17.2.09

Os lambe botas


A quintessência da mediocridade. Lambem botas porque se as não lambessem da cepa torta não saíam. Vasculham as catedrais por onde os figurões se fazem notar, cheios de poder. Farejam os lugares onde posam suas excelências, só para lhes lamber as botas, lamber o chão onde essas botas hão-de pisar, se necessário for. A certa altura, desaprendem a dignidade.
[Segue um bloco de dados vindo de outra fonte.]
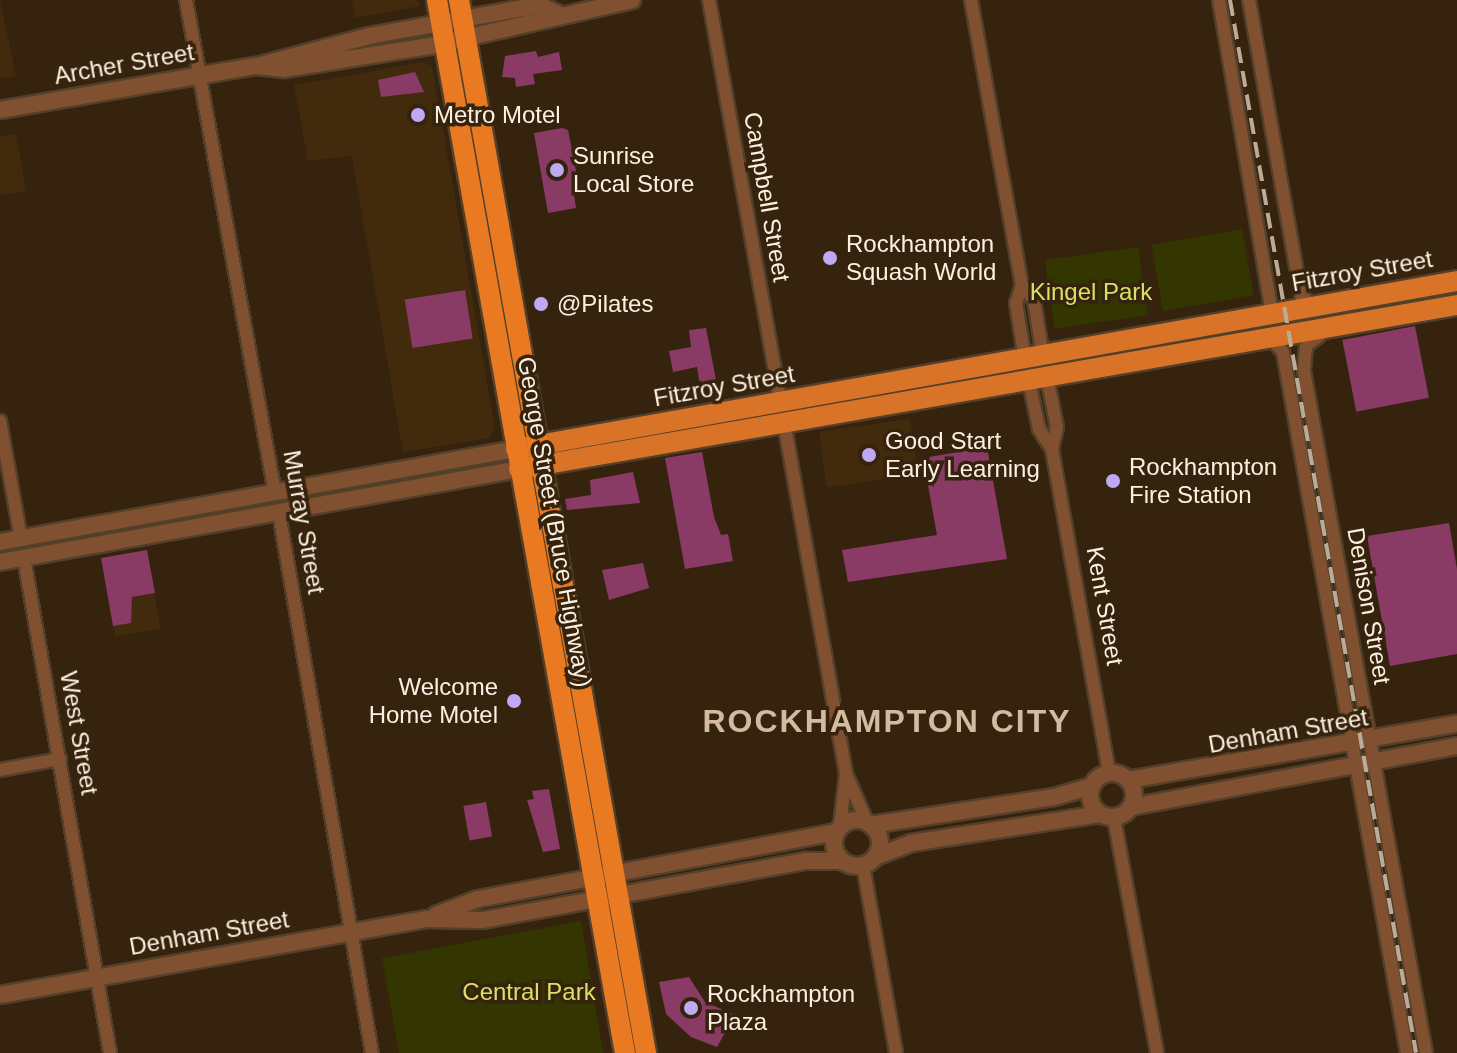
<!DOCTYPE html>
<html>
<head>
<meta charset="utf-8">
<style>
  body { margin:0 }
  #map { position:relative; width:1457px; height:1053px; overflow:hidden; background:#36230d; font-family:Arial,sans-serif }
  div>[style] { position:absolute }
  .built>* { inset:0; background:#422a0d; transform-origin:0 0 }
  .green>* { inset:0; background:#333600; transform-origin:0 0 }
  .building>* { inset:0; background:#893b66; transform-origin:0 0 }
  .roads { filter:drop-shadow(2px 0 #52402b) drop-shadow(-2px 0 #52402b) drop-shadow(0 2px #52402b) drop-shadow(0 -2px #52402b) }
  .minor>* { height:12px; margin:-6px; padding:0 6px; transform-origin:6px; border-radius:6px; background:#815030 }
  .tertiary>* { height:16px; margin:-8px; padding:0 8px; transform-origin:8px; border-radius:8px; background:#815030 }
  .tertiary>.ring { margin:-8px; padding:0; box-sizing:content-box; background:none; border:16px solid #815030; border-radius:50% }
  .primary>* { height:20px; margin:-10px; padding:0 10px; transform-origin:10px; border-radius:10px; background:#d97328 }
  .trunk>* { height:20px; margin:-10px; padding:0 10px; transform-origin:10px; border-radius:10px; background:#ea7a22 }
  .rail>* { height:4px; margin-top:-2px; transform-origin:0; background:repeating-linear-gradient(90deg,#baab9a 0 16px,transparent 0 24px) }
  .dots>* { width:22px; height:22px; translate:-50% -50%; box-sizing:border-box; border:4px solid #36230d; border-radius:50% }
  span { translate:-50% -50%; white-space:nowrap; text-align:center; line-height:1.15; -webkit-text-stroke:7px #36230d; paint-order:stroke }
  .street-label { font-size:24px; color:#fdf0e2 }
  .poi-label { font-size:24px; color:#fdf0e2 }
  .left { translate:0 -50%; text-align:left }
  .right { translate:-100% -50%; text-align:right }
  .park-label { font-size:24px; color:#d8e164 }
  .district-label { font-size:32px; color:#d3baa0; font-weight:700; letter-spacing:2px }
</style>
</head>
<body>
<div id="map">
  <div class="built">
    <i style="clip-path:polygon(0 0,16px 76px,0 79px)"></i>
    <i style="clip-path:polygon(352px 0,418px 0,420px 6px,355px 18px)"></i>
    <i style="clip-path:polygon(423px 62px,432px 66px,495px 429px,489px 438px,403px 452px,352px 156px,308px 161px,294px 85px)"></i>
    <i style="clip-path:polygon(16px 134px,26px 191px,0 195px,0 136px)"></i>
    <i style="left:910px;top:419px;width:56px;height:92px;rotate:82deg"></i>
    <i style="left:147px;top:552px;width:78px;height:46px;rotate:80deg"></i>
  </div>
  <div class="green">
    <i style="left:1242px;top:229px;width:67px;height:92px;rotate:80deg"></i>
    <i style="left:1138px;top:247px;width:69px;height:94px;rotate:82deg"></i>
    <i style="clip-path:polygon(581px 921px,603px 1053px,399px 1053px,382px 958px)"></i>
  </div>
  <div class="building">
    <i style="clip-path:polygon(536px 51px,538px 57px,559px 52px,562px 70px,533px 74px,535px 84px,516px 87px,515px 78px,502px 77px,505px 56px)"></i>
    <i style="clip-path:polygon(415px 72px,424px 92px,381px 97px,378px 80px)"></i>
    <i style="clip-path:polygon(562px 128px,568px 130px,579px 186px,573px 188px,576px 208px,548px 213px,534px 133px)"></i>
    <i style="left:465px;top:290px;width:49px;height:61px;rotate:81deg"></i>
    <i style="left:1415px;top:326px;width:73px;height:74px;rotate:79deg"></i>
    <i style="clip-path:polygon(706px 328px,718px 390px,701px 393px,697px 367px,673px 372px,669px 351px,691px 347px,689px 330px)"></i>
    <i style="clip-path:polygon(987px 447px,1007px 559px,848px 582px,842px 550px,937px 535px,923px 458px)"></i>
    <i style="clip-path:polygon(702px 452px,714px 517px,721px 535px,728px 534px,733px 561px,685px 569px,665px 458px)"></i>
    <i style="clip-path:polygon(633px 472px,640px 503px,567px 510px,565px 499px,591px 495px,590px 480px)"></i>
    <i style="clip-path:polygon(1449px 523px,1457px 569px,1457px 654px,1390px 666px,1367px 536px)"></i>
    <i style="clip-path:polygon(147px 550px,155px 593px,132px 597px,131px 623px,113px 626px,101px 558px)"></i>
    <i style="clip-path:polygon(643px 563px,649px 588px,609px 600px,602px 570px)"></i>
    <i style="clip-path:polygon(549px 789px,560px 849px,543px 852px,527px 800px,534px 799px,532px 791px)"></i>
    <i style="left:486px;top:802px;width:35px;height:23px;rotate:80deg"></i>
    <i style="clip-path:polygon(689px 977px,705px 1002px,735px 1015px,717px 1047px,691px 1037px,666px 1014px,659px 982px)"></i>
  </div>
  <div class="roads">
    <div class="minor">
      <i style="left:186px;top:0;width:501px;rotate:79.77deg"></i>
      <i style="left:709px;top:0;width:409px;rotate:79.9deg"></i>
      <i style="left:971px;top:0;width:290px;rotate:79.9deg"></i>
      <i style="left:1022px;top:285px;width:19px;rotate:108deg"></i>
      <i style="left:1016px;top:303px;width:58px;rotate:81deg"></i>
      <i style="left:1219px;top:0;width:318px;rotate:80.4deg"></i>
      <i style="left:1249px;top:0;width:301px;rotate:80deg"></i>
      <i style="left:1301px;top:296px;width:16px;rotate:38deg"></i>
      <i style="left:1022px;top:285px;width:19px;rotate:51deg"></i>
      <i style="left:1034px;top:300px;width:58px;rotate:81deg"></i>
      <i style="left:1320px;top:335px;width:18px;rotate:142deg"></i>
      <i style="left:1306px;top:346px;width:25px;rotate:95deg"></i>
      <i style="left:1304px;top:371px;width:693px;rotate:79.86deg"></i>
      <i style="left:1269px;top:336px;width:21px;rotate:49deg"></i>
      <i style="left:1283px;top:352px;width:712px;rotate:79.97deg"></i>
      <i style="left:1047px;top:377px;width:51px;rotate:78.7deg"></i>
      <i style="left:1057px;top:427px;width:23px;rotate:103deg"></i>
      <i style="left:1052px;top:449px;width:329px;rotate:80deg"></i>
      <i style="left:1029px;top:381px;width:49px;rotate:78.2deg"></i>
      <i style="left:1039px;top:429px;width:24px;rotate:57deg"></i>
      <i style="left:0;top:421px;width:120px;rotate:79.9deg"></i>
      <i style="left:784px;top:422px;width:357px;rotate:80deg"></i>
      <i style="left:846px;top:774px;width:52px;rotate:66.4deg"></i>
      <i style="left:279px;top:513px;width:548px;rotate:80.23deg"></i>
      <i style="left:24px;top:558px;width:502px;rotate:80.14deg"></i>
      <i style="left:0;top:770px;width:61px;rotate:-10.4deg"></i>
      <i style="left:1114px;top:818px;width:239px;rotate:79.6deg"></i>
      <i style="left:840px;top:826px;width:52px;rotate:-83.4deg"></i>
      <i style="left:863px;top:865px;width:191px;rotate:80deg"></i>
    </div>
    <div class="tertiary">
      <i style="left:257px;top:66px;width:116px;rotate:-15deg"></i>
      <i style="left:369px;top:36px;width:173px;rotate:-10.3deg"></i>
      <i style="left:539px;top:5px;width:21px;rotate:25deg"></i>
      <i style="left:0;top:110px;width:260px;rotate:-9.8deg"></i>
      <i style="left:256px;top:66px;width:28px;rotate:6deg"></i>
      <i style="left:284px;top:69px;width:148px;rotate:-9deg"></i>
      <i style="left:430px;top:46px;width:207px;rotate:-12.8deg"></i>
      <i style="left:0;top:542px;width:524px;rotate:-10.22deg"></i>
      <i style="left:0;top:562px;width:527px;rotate:-10.16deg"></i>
      <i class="ring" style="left:1090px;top:773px;width:28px;height:28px"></i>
      <i style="left:1128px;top:780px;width:334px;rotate:-9.7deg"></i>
      <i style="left:1131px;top:807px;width:332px;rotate:-10.6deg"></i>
      <i class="ring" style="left:834px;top:820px;width:30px;height:30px"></i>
      <i style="left:871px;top:825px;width:185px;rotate:-8.7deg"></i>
      <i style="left:1054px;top:797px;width:40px;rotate:-16deg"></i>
      <i style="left:875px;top:857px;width:39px;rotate:-21deg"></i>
      <i style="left:911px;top:843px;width:191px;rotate:-8.7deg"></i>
      <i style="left:436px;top:915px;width:45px;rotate:-20.9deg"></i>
      <i style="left:478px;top:899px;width:364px;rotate:-10.6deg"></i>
      <i style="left:0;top:995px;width:434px;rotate:-10.1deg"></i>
      <i style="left:427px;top:919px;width:56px;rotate:1deg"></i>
      <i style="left:483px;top:920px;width:328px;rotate:-10.4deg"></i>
      <i style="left:806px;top:861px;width:36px"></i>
    </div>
    <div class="primary">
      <i style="left:516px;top:449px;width:956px;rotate:-10.12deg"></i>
      <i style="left:519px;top:469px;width:952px;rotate:-9.92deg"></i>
    </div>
    <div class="trunk">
      <i style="left:437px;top:0;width:1070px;rotate:79.88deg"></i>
      <i style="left:459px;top:0;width:1069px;rotate:79.93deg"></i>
    </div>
  </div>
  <div class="rail">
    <i style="left:1230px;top:0;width:1069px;rotate:79.98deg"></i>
  </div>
  <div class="dots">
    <i style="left:418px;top:115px;background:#bfa8f4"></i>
    <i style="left:557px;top:170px;background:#bfa8f4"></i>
    <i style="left:830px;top:258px;background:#bfa8f4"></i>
    <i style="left:541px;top:304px;background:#bfa8f4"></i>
    <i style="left:869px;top:455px;background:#bfa8f4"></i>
    <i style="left:1113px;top:481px;background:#bfa8f4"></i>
    <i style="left:514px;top:701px;background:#bfa8f4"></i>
    <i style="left:691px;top:1008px;background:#bfa8f4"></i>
  </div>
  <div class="street-label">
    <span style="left:124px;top:64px;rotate:-10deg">Archer Street</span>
    <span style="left:767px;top:197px;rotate:80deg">Campbell Street</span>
    <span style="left:1362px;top:271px;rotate:-10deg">Fitzroy Street</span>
    <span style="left:724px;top:386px;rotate:-10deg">Fitzroy Street</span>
    <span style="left:304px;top:522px;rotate:80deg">Murray Street</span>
    <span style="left:555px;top:522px;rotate:80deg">George Street (Bruce Highway)</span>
    <span style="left:1105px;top:606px;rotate:80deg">Kent Street</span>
    <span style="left:1369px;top:606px;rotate:80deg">Denison Street</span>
    <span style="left:1288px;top:731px;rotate:-10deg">Denham Street</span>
    <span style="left:79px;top:733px;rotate:80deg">West Street</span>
    <span style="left:209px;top:933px;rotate:-10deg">Denham Street</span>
  </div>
  <div class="poi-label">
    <span class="left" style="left:434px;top:115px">Metro Motel</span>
    <span class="left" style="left:573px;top:170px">Sunrise<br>Local Store</span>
    <span class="left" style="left:846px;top:258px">Rockhampton<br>Squash World</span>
    <span class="left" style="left:557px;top:304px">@Pilates</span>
    <span class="left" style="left:885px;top:455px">Good Start<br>Early Learning</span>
    <span class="left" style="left:1129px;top:481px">Rockhampton<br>Fire Station</span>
    <span class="right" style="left:498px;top:701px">Welcome<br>Home Motel</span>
    <span class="left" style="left:707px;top:1008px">Rockhampton<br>Plaza</span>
  </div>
  <div class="park-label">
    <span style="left:1091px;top:292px">Kingel Park</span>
    <span style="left:529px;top:992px">Central Park</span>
  </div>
  <div class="district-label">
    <span style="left:887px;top:721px">ROCKHAMPTON CITY</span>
  </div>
</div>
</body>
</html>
São os meirinhos de uma fastidiosa maneira de ser, desmultiplicando-se em genuflexões que apascentam a estatura dos elogiados. São os engenheiros do culto de personalidade dos figurões, dos que adoram ver-se embrulhados nos tratos de polé dispensados pelo numeroso séquito que lhe lambe as botas. Eles agora levitam numa sublime padiola onde não lhes é dado a saborear o amargo travo do cansaço, reservado aos lacaios que os reverenciam. Os agora poderosos entregues ao seu próprio culto de personalidade. Foram, em tempos, soldados de exército numeroso que lambera as botas a um qualquer general. Agora chegara a sua vez de ver lambidas as botas.


A suprema hipocrisia é todos saberem, lambe botas e personalidades cultivadas, que vivem imersos num tremendo oportunismo. Os figurões precisam de uma turba que varre o caminho por onde hão-de seguir, o caminho imaculado, despejado de inconvenientes adversários que possam contestar a sua grandeza. O culto da personalidade, ingrediente indeclinável da ostentação de poder. Só para obnubilar o banho de mediocridade que é seu leito irremissível. Os outros, a ralé que aspira a deixar de o ser, abraçados ao imperativo da procissão onde os esboços divinos são adorados. Sabem que é o percurso inevitável para irromperem na hierarquia, subirem os escalões todos, a pulso, até ser a sua vez de conquistarem um séquito que os vanglorie. Nas botas lambidas, apenas um esgar de oportunismo.


Infaustos os que se entregam ao banho dos lambe botas. Convencidos a confundir humildade com a ausente dignidade de quem se enche de contentamento, ou finge que o faz, a cada bota lambida dos poderosos. Que, por sua vez, se extasiam com o séquito a esgadanhar-se para polir zelosamente as suas botifarras. Coitados, os lambe botas: nem sabem que a qualquer momento as mesmas botas que lambem são as botas que não hesitam em pontapeá-los no rabo. Acontece a quem tanto se rebaixa, a jeito para o pontapé no rabo. Às vezes, sinal de que já nem sequer serem lambe botas os safa da demissão da função. Lambe botas em vão. Outras vezes, a distribuição de pontapés é a paga pelo zeloso polimento das botas. Dir-se-ia que as botas são lambidas para a distribuição dos pontapés. Ao menos, dos pontapés que são dados por botas zelosamente lambidas.


Há prebendas para repartir, haverá botas por lamber. Poucas botas, muitas línguas ávidas da função. Em tudo isto, o zénite da suprema mediocridade. Vingam os que se esmeram no melhor polimento das botas dos figurões deleitados na poltrona à espera de avaliarem o melhor lambe botas. Por sinal, os figurões trazem sempre as botas em exemplar polimento. Só disso se podem gabar, do garbo das botas em perene lustro. Que o resto é um mostruário da mesquinhez que é sua têmpera, o insuportável odor onde medram os tacanhos. Assim como assim, os agora poderosos tiveram o seu pessoal tirocínio de lambe botas. Interrogam-se: se outrora lhes fora dado lamber botas a quem o deviam fazer, agora que guardam em suas mãos uma apreciável fatia do poder perpetuam o costume.


O mal é esse: lamber as botas entrou para o património genético. Quem não vinga, os que ficam irremediavelmente perdidos no meio do deserto, são os que recusam lamber bota alguma. Sobra-lhes dignidade, um bem intangível. Nestes tempos em que os fins se sobrepõem aos meios, essa intangibilidade é o freio das oportunidades que se perdem, ou das oportunidades que, por decência, nunca chegam a sê-lo.


Mas quem triunfa no campeonato da mediocridade e da indecência são os que adoram apascentar um rebanho de lambe botas. A execrável imagem de os ver embevecidos com o pessoal séquito sempre disposto a lamber as botas e o chão que elas vão pisar. Pior que um lambe botas, só um figurão que se envaidece ao ver as botas polidas, sabendo que são sempre os outros que tratam de as lamber.